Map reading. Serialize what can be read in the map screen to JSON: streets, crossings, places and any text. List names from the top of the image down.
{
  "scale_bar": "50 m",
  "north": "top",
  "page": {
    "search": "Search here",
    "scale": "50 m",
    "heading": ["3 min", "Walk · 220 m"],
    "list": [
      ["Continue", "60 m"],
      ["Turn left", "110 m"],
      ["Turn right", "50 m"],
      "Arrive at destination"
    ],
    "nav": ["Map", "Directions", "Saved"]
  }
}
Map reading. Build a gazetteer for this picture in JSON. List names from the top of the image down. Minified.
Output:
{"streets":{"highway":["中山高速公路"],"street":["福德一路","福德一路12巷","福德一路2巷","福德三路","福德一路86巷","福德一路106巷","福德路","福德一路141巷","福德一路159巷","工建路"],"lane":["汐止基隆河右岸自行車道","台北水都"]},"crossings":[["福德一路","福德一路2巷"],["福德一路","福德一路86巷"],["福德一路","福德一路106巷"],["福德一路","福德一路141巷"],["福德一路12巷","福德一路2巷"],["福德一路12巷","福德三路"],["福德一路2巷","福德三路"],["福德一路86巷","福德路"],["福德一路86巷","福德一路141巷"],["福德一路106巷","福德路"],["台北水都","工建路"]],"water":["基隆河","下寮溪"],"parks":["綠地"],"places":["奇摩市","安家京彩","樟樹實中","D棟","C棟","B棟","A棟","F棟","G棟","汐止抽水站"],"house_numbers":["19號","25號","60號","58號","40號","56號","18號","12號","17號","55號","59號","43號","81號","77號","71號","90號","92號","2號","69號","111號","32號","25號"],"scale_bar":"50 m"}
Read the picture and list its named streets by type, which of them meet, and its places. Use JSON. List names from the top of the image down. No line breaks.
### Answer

**Directions:** What is needed here is an exact copy of all the entries.

**Answer:**
Map reading. Serialize what can be read in the map screen to JSON: streets, crossings, places and any text. List names from the top of the image down.
{
  "scale_bar": "50 m",
  "north": "top",
  "page": {
    "search": "Search here",
    "scale": "50 m",
    "heading": ["3 min", "Walk · 220 m"],
    "list": [
      ["Continue", "60 m"],
      ["Turn left", "110 m"],
      ["Turn right", "50 m"],
      "Arrive at destination"
    ],
    "nav": ["Map", "Directions", "Saved"]
  }
}
Map reading. Build a gazetteer for this picture in JSON. List names from the top of the image down. Minified.
Output:
{"streets":{"highway":["中山高速公路"],"street":["福德一路","福德一路12巷","福德一路2巷","福德三路","福德一路86巷","福德一路106巷","福德路","福德一路141巷","福德一路159巷","工建路"],"lane":["汐止基隆河右岸自行車道","台北水都"]},"crossings":[["福德一路","福德一路2巷"],["福德一路","福德一路86巷"],["福德一路","福德一路106巷"],["福德一路","福德一路141巷"],["福德一路12巷","福德一路2巷"],["福德一路12巷","福德三路"],["福德一路2巷","福德三路"],["福德一路86巷","福德路"],["福德一路86巷","福德一路141巷"],["福德一路106巷","福德路"],["台北水都","工建路"]],"water":["基隆河","下寮溪"],"parks":["綠地"],"places":["奇摩市","安家京彩","樟樹實中","D棟","C棟","B棟","A棟","F棟","G棟","汐止抽水站"],"house_numbers":["19號","25號","60號","58號","40號","56號","18號","12號","17號","55號","59號","43號","81號","77號","71號","90號","92號","2號","69號","111號","32號","25號"],"scale_bar":"50 m"}
Read the picture and list its named streets by type, which of them meet, and its places. Use JSON. List names from the top of the image down. No line breaks.
### Answer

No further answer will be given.